Qu’était réellement ce pouvoir des abbesses ? Plusieurs prêchaient ; mais leur grande prétention (on le voit dans sainte Thérèse et ailleurs) était de confesser. Dans nombre d’abbayes, le confesseur n’était qu’un valet principal, et l’abbesse était tout. Ce pouvoir d’homme, elle l’exerçait comme femme dans un détail impitoyable où tout homme aurait épargné les répugnances féminines. La religieuse devait ou mentir devant Dieu, ou faire des aveux humilians, parfois irritans. Si elle éludait ou cachait, ou seulement en était soupçonnée, on la domptait par cent moyens. Au nom de l’obéissance, on pouvait lui imposer tout. Le pouvoir médical, autant que pénitentiaire, était dans les mains de l’abbesse, qui exigeait les saignées canoniques, faisait jeûner, ou, pis encore, mettait sa victime au régime mortel des froids poisons.

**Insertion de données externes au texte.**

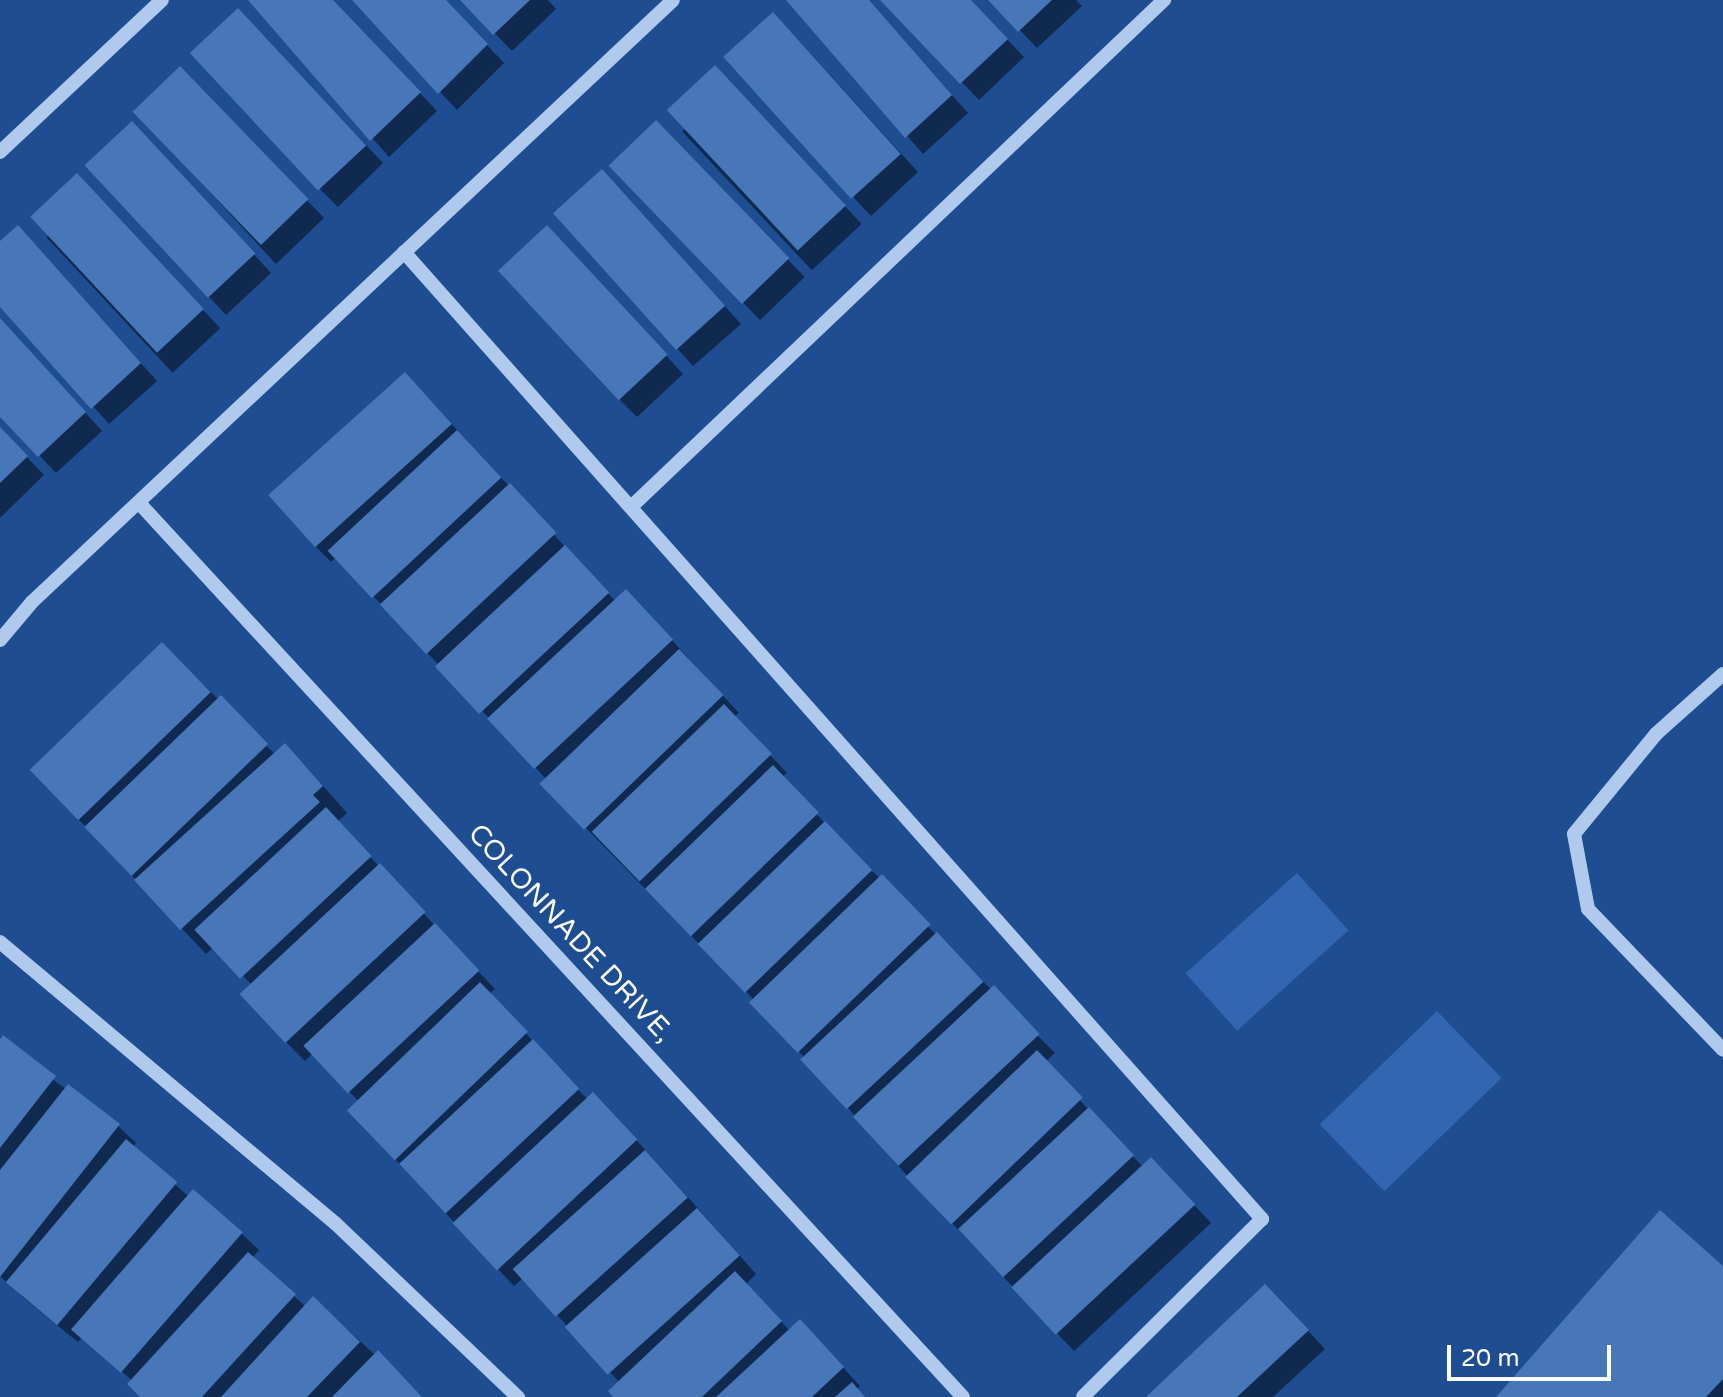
<!DOCTYPE html>
<style>
body{margin:0}
#map{position:relative;width:1723px;height:1397px;overflow:hidden;background:#1e4d92;font-family:"Varela Round",sans-serif}
div>[style]{position:absolute}
.green>*{inset:0;background:#3266b0;transform-origin:0 0}
.shadow>*{inset:0;background:#0007;transform-origin:0 0}
.building>*{inset:0;background:#4776b9;transform-origin:0 0}
.minor>*{height:14px;margin:-7px;padding:0 7px;transform-origin:7px;border-radius:7px;background:#b0caee}
span{translate:-50% -50%;white-space:nowrap;text-align:center;line-height:1.15;-webkit-text-stroke:8px #1e4d92;paint-order:stroke}
.street-label{font-size:28px;color:#fff}
.scale{position:absolute;left:1447px;top:1345px;width:164px;height:36px;box-sizing:border-box;border:4px solid #fff;border-top:0;padding-left:10px;font-size:24px;line-height:28px;white-space:nowrap;color:#fff;-webkit-text-stroke:6px #1e4d92;paint-order:stroke}
</style>
<div id="map">
<div class="green">
<div style="left:1297px;top:873px;width:77px;height:150px;rotate:48deg"></div>
<div style="left:1437px;top:1011px;width:93px;height:163px;rotate:46deg"></div>
</div>
<div class="shadow">
<div style="clip-path:polygon(251px 0,331px 0,437px 111px,389px 157px)"></div>
<div style="clip-path:polygon(355px 0,444px 0,504px 63px,457px 110px)"></div>
<div style="clip-path:polygon(463px 0,548px 0,556px 9px,512px 51px)"></div>
<div style="clip-path:polygon(789px 0,868px 0,968px 113px,923px 154px)"></div>
<div style="clip-path:polygon(883px 0,969px 0,1024px 57px,979px 100px)"></div>
<div style="clip-path:polygon(991px 0,1076px 0,1082px 6px,1037px 48px)"></div>
<div style="clip-path:polygon(255px 28px,383px 163px,338px 207px,321px 190px)"></div>
<div style="clip-path:polygon(791px 32px,918px 172px,871px 216px,854px 198px)"></div>
<div style="left:732px;top:85px;width:190px;height:68px;rotate:47deg"></div>
<div style="clip-path:polygon(197px 86px,324px 218px,276px 264px,135px 111px)"></div>
<div style="left:656px;top:123px;width:214px;height:62px;rotate:46deg"></div>
<div style="clip-path:polygon(150px 141px,271px 273px,226px 315px,86px 165px)"></div>
<div style="clip-path:polygon(619px 189px,741px 324px,693px 366px,554px 211px)"></div>
<div style="left:94px;top:193px;width:185px;height:65px;rotate:47deg"></div>
<div style="clip-path:polygon(0 244px,35px 245px,157px 381px,109px 424px,0 304px)"></div>
<div style="clip-path:polygon(565px 245px,683px 374px,637px 417px,619px 399px)"></div>
<div style="clip-path:polygon(0 320px,102px 431px,56px 473px,0 414px)"></div>
<div style="clip-path:polygon(422px 392px,616px 602px,644px 610px,739px 713px,734px 717px,787px 773px,782px 777px,834px 833px,1055px 1053px,1045px 1062px,1096px 1118px,1143px 1167px,1168px 1177px,1211px 1223px,1074px 1351px,910px 1179px,756px 1002px,543px 784px,547px 780px,438px 664px,336px 557px,331px 562px,313px 544px)"></div>
<div style="clip-path:polygon(0 429px,44px 475px,0 518px)"></div>
<div style="clip-path:polygon(162px 645px,275px 754px,285px 746px,310px 771px,347px 813px,337px 822px,495px 989px,489px 994px,588px 1100px,611px 1112px,704px 1215px,756px 1274px,746px 1284px,790px 1331px,817px 1339px,860px 1386px,856px 1390px,864px 1397px,616px 1397px,620px 1383px,523px 1278px,514px 1286px,497px 1268px,351px 1112px,360px 1103px,313px 1053px,305px 1061px,287px 1043px,253px 986px,214px 947px,206px 954px,31px 769px)"></div>
<div style="clip-path:polygon(0 1042px,118px 1126px,136px 1143px,133px 1147px,189px 1197px,241px 1233px,259px 1250px,252px 1258px,306px 1307px,314px 1299px,421px 1397px,142px 1397px,133px 1381px,82px 1337px,78px 1342px,27px 1301px,0 1276px)"></div>
<div style="clip-path:polygon(1723px 1268px,1723px 1397px,1498px 1397px)"></div>
<div style="clip-path:polygon(1283px 1304px,1325px 1349px,1273px 1397px,1149px 1397px)"></div>
</div>
<div class="building">
<div style="clip-path:polygon(248px 0,333px 0,421px 92px,370px 141px)"></div>
<div style="clip-path:polygon(352px 0,446px 0,488px 44px,438px 94px)"></div>
<div style="clip-path:polygon(460px 0,530px 0,493px 35px)"></div>
<div style="clip-path:polygon(786px 0,869px 0,952px 95px,905px 138px)"></div>
<div style="clip-path:polygon(880px 0,971px 0,1008px 39px,960px 84px)"></div>
<div style="clip-path:polygon(988px 0,1052px 0,1018px 32px)"></div>
<div style="left:238px;top:8px;width:188px;height:66px;rotate:47deg"></div>
<div style="left:773px;top:12px;width:191px;height:67px;rotate:48deg"></div>
<div style="left:715px;top:65px;width:192px;height:66px;rotate:47deg"></div>
<div style="left:180px;top:66px;width:185px;height:66px;rotate:46deg"></div>
<div style="left:656px;top:120px;width:192px;height:66px;rotate:46deg"></div>
<div style="left:132px;top:121px;width:181px;height:65px;rotate:47deg"></div>
<div style="left:602px;top:169px;width:184px;height:66px;rotate:48deg"></div>
<div style="left:77px;top:173px;width:186px;height:64px;rotate:47deg"></div>
<div style="clip-path:polygon(18px 225px,141px 363px,91px 409px,0 307px,0 241px)"></div>
<div style="left:547px;top:225px;width:177px;height:67px;rotate:47deg"></div>
<div style="clip-path:polygon(0 318px,86px 412px,38px 457px,0 417px)"></div>
<div style="left:405px;top:372px;width:70px;height:184px;rotate:48deg"></div>
<div style="clip-path:polygon(0 427px,28px 456px,0 483px)"></div>
<div style="left:457px;top:430px;width:65px;height:177px;rotate:47deg"></div>
<div style="left:510px;top:483px;width:68px;height:178px;rotate:47deg"></div>
<div style="left:565px;top:545px;width:65px;height:178px;rotate:47deg"></div>
<div style="left:626px;top:589px;width:69px;height:190px;rotate:47deg"></div>
<div style="left:162px;top:642px;width:70px;height:184px;rotate:46deg"></div>
<div style="left:679px;top:649px;width:64px;height:194px;rotate:46deg"></div>
<div style="left:221px;top:695px;width:68px;height:190px;rotate:46deg"></div>
<div style="left:724px;top:704px;width:69px;height:184px;rotate:46deg"></div>
<div style="clip-path:polygon(285px 743px,323px 786px,313px 795px,320px 802px,180px 930px,134px 880px)"></div>
<div style="left:773px;top:765px;width:66px;height:178px;rotate:46deg"></div>
<div style="left:326px;top:807px;width:67px;height:180px;rotate:47deg"></div>
<div style="left:825px;top:821px;width:68px;height:177px;rotate:46deg"></div>
<div style="left:380px;top:863px;width:67px;height:192px;rotate:47deg"></div>
<div style="left:882px;top:874px;width:70px;height:185px;rotate:46deg"></div>
<div style="left:435px;top:923px;width:65px;height:180px;rotate:47deg"></div>
<div style="left:937px;top:932px;width:68px;height:187px;rotate:47deg"></div>
<div style="left:480px;top:982px;width:69px;height:185px;rotate:46deg"></div>
<div style="left:994px;top:985px;width:67px;height:193px;rotate:47deg"></div>
<div style="clip-path:polygon(3px 1035px,56px 1076px,0 1148px,0 1039px)"></div>
<div style="left:533px;top:1039px;width:68px;height:183px;rotate:47deg"></div>
<div style="left:1037px;top:1050px;width:66px;height:183px;rotate:46deg"></div>
<div style="clip-path:polygon(68px 1084px,120px 1124px,0 1277px,0 1170px)"></div>
<div style="left:593px;top:1092px;width:65px;height:192px;rotate:47deg"></div>
<div style="left:1089px;top:1107px;width:66px;height:179px;rotate:47deg"></div>
<div style="left:126px;top:1139px;width:67px;height:187px;rotate:40deg"></div>
<div style="left:645px;top:1150px;width:64px;height:178px;rotate:48deg"></div>
<div style="left:1151px;top:1157px;width:65px;height:191px;rotate:47deg"></div>
<div style="left:193px;top:1189px;width:66px;height:186px;rotate:41deg"></div>
<div style="left:697px;top:1208px;width:64px;height:178px;rotate:48deg"></div>
<div style="clip-path:polygon(1660px 1210px,1723px 1266px,1723px 1379px,1706px 1397px,1496px 1397px)"></div>
<div style="clip-path:polygon(248px 1252px,296px 1294px,202px 1397px,140px 1397px,127px 1384px)"></div>
<div style="clip-path:polygon(735px 1271px,782px 1321px,702px 1397px,613px 1397px,608px 1391px)"></div>
<div style="clip-path:polygon(1265px 1284px,1309px 1330px,1237px 1397px,1146px 1397px)"></div>
<div style="clip-path:polygon(313px 1296px,360px 1342px,307px 1397px,221px 1397px)"></div>
<div style="clip-path:polygon(800px 1319px,844px 1367px,812px 1397px,716px 1397px)"></div>
<div style="clip-path:polygon(378px 1350px,422px 1397px,332px 1397px)"></div>
<div style="clip-path:polygon(852px 1382px,865px 1397px,835px 1397px)"></div>
</div>
<div class="minor">
<div style="left:0;top:152px;width:222px;rotate:-43.2deg"></div>
<div style="left:404px;top:252px;width:1293px;rotate:48.42deg"></div>
<div style="left:1262px;top:1219px;width:252px;rotate:135.2deg"></div>
<div style="left:141px;top:505px;width:1213px;rotate:47.34deg"></div>
<div style="left:631px;top:507px;width:736px;rotate:-43.57deg"></div>
<div style="left:0;top:640px;width:50px;rotate:-49.9deg"></div>
<div style="left:32px;top:602px;width:879px;rotate:-43.2deg"></div>
<div style="left:1723px;top:674px;width:90px;rotate:138.2deg"></div>
<div style="left:1656px;top:734px;width:129px;rotate:129.4deg"></div>
<div style="left:1574px;top:834px;width:76px;rotate:79.4deg"></div>
<div style="left:1588px;top:909px;width:195px;rotate:46.2deg"></div>
<div style="left:0;top:942px;width:437px;rotate:40deg"></div>
<div style="left:335px;top:1223px;width:253px;rotate:43.6deg"></div>
</div>
<div class="street-label">
<span style="left:571px;top:933px;rotate:47deg">COLONNADE DRIVE,</span>
</div>
<div class="scale">20 m</div>
</div>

Elle pouvait sans cause infliger de dures pénitences, flagellations, humiliations publiques, la fatigue cruelle de rester des jours entiers à genoux. On la forçait de dénoncer ses sœurs, de se faire haïr, éviter, sinon de noirs cachots, à rendre folle une femme peureuse, comme celle qu’on faisait coucher dans un vieil ossuaire et sur les os des morts (à Aix, 1610). Même sans employer ces rigueurs corporelles, par la torture morale d’une incessante inquisition, une femme acharnée à réduire une femme pouvait bien la désespérer. Parfois c’était la jalousie qui la poussait, souvent l’orgueil et l’instinct tyrannique ; cette curiosité perverse (la maladie des cloîtres) qui veut savoir et voir de part en part : redoutable exigence, lorsque l’abbesse était un bel esprit, comme celle de Fontevrault, la sœur de Montespan, ou bien un esprit de police, une femme née directeur, comme eût été à Saint-Cyr Mme de Maintenon !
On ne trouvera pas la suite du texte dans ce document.